Her father being a politician, Tamm showed an early interest in politics and the growing women's movement.

Political career

Being an unmarried woman of legal majority as well as a wealthy property owner, she fulfilled the criteria which made her qualified to vote in municipal elections in accordance with the 1862 law, and when women became eligible in municipal elections in 1909, she became engaged in local politics.

She was the deputy chairman of the Communal Council of Julita in 1913, the chairman in 1916, and a member of the board of directors of the city council in 1919–1930.  She was the chairman of the independent non-party political women's organisation Frisinnade kvinnors riksförbund of Södermanland in 1922–1931, and municipal communal speaker for Julita in 1933–1936.

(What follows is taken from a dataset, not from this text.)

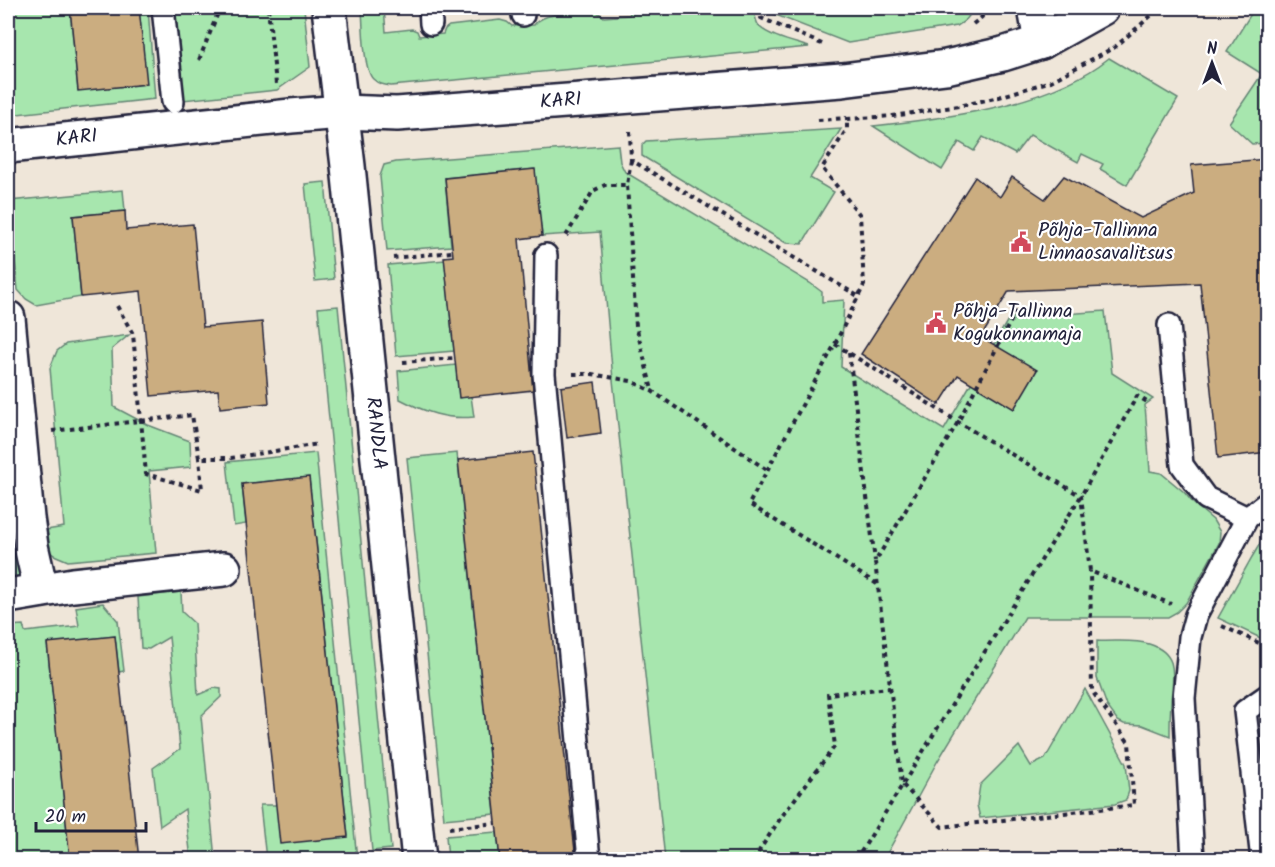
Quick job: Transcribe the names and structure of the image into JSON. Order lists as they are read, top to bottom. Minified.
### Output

In 1921, she became one of the five first women to be elected to the Swedish Parliament after women suffrage, alongside Nelly Thüring (Social Democrat), Agda Östlund (Social Democrat) and Bertha Wellin (Conservative) in the Lower chamber, and Kerstin Hesselgren in the Upper chamber.  She focused on women's rights issues, such as equal salaries for women and the access to all official professions for both sexes; the latter issue was addressed in 1919-1925 through the Behörighetslagen.  She was originally engaged within a Liberal party, but was from 1924, an independent. She served as an MP until 1924.

She continued to be active in municipal politics after she left parliament. She retired from politics, for health reasons, in 1936.

Women's rights work

Tamm wrote for the women's rights movements papers Tidevarvet and Vi kvinnor. She also founded and financed Tidevarvet and a Norwegian women's magazine Kvinnen og Tiden (1945–1955).

In 1925, she initiated the Kvinnliga Medborgarskolan ('Citizen School for Women') on her estate Fogelstad, where she served as chairman.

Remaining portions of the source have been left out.